Greater protections demanded for civilians threatened by conflict

Swiss foreign minister, Joseph Deiss (right) and his Canadian counterpart, Lloyd Axworthy, called for measures to protect civilians Keystone

Ministers from 13 countries, meeting in the Swiss city of Lucerne, have called for better protection of civilians threatened by conflict. The group demanded stricter controls on small arms, and said paramilitary groups should be outlawed.

This content was published on May 12, 2000 - 16:03

The Swiss foreign minister, Joseph Deiss, along with his Canadian and Austrian counterparts, concluded the meeting with a statement saying they were ready to support UN calls to protect civilians caught up in conflict.

The problem is both vast and urgent. Since the beginning of the 20th-century, civilian casualties in conflicts have grown steadily. "The civilian population is the first and most important victim of conflicts," said Ambassador Raimund Kunz from the Swiss foreign ministry. "There are around 70 to 80 million refugees and internally displaced people around the world."

A key issue discussed at the Lucerne conference was the proliferation of small arms, which were blamed for undermining both the security of civilians, as well as their potential for development. The delegates agreed that these weapons weaken law and order, while fostering terrorism and criminality.

They called for stricter international controls, and stronger cross-border cooperation to control the manufacture and circulation of these weapons.

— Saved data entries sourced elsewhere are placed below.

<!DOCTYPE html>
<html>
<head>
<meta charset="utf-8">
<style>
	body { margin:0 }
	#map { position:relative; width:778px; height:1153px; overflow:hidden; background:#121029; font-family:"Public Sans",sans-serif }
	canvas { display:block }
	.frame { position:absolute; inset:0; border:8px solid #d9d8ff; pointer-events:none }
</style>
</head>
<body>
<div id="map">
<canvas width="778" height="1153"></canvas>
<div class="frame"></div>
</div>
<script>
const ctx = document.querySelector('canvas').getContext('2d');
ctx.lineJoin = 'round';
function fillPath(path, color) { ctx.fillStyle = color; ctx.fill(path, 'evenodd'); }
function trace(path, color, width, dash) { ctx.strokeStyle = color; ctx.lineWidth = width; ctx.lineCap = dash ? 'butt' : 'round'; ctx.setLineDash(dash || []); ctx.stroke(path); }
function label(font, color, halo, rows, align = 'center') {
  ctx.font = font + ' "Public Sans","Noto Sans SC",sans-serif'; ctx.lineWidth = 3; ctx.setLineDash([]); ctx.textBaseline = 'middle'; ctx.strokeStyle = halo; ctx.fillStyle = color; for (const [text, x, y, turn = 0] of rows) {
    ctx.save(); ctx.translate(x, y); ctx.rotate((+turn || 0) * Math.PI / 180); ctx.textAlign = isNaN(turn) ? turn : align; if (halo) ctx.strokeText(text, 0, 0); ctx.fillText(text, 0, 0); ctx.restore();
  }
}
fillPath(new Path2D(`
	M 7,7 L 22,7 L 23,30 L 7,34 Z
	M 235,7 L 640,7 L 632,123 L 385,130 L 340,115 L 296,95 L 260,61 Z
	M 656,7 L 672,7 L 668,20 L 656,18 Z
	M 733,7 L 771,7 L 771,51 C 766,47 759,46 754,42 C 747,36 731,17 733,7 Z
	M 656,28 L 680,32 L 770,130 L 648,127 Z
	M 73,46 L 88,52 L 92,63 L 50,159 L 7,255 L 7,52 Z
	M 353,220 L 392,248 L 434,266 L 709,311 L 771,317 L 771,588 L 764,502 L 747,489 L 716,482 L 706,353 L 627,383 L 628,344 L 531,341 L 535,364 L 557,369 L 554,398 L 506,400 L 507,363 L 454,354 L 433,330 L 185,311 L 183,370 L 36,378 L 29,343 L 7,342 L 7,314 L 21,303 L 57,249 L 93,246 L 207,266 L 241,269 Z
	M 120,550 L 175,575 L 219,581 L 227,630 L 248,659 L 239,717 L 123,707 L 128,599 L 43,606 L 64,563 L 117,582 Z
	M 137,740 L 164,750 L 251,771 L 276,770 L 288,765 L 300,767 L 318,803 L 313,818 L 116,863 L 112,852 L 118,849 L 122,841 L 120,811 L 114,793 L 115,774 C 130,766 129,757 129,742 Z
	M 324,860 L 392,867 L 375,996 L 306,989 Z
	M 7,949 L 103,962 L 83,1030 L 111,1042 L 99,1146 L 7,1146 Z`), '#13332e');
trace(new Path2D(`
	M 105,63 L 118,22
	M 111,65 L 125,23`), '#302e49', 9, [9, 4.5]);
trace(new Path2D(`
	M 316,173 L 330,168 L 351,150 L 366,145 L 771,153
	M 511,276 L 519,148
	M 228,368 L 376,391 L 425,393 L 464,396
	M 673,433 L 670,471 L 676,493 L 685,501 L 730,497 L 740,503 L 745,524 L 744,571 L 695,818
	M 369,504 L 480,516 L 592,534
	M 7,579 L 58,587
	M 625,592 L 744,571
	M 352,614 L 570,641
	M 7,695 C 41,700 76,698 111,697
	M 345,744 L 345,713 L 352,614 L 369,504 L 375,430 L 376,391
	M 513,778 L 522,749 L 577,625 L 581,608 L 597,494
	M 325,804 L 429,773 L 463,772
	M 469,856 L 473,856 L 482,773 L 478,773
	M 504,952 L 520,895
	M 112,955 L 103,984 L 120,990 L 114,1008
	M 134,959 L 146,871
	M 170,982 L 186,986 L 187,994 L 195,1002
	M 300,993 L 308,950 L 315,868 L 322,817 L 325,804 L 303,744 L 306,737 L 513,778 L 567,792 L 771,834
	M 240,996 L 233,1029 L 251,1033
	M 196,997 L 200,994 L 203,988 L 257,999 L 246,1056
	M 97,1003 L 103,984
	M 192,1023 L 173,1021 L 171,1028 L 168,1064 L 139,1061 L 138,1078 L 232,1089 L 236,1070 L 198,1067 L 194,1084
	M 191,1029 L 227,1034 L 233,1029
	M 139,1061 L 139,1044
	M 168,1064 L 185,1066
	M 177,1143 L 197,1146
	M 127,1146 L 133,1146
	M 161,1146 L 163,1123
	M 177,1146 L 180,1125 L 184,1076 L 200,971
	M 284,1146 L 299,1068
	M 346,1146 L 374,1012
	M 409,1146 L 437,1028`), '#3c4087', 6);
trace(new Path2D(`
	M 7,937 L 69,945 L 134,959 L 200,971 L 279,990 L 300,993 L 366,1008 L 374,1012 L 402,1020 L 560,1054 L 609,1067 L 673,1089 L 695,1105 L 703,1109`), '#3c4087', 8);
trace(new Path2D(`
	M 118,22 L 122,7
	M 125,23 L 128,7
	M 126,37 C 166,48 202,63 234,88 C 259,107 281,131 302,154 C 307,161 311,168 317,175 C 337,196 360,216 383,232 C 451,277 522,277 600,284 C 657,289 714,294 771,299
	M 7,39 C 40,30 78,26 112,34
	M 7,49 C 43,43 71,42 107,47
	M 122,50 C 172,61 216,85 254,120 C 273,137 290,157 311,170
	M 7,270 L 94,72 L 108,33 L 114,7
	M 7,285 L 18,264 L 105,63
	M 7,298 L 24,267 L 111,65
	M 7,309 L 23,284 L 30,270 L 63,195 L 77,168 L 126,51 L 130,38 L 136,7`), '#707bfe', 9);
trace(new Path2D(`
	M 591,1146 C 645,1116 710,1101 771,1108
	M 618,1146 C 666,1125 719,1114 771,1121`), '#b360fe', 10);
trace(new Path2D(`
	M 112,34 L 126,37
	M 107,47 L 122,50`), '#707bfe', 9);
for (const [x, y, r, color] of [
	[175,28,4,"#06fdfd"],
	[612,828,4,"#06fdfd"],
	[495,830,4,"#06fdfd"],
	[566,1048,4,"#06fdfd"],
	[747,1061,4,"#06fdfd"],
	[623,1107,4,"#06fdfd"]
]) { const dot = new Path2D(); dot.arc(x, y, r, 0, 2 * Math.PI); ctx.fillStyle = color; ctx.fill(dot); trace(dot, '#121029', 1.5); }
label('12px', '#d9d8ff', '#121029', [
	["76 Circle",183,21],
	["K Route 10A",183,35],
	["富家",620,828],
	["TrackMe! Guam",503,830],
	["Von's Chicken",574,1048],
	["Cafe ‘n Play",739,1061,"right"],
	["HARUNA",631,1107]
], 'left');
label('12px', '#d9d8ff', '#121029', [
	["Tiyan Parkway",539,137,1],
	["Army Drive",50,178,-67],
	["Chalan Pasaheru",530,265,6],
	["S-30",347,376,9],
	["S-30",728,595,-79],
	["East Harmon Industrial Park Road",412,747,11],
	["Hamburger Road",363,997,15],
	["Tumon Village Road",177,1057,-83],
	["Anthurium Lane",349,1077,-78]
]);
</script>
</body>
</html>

The conference also called for the outlawing of paramilitary groups, saying they were a threat to countries' security, as well as civilians, military personnel and international law.

The delegates agreed to work closely with NGOs to try and stamp out paramilitaries. They also called on the private sector to get involved - perhaps a veiled appeal to arms firms to stop supplying weapons to paramilitary forces.

The 13-country grouping was formed in 1998 to focus on the plight of victims. Launched by Norway and Canada, it includes Switzerland, the Netherlands, Austria, the Irish Republic, Greece, Slovenia, Jordan, Mali, Thailand, Chile and South Africa.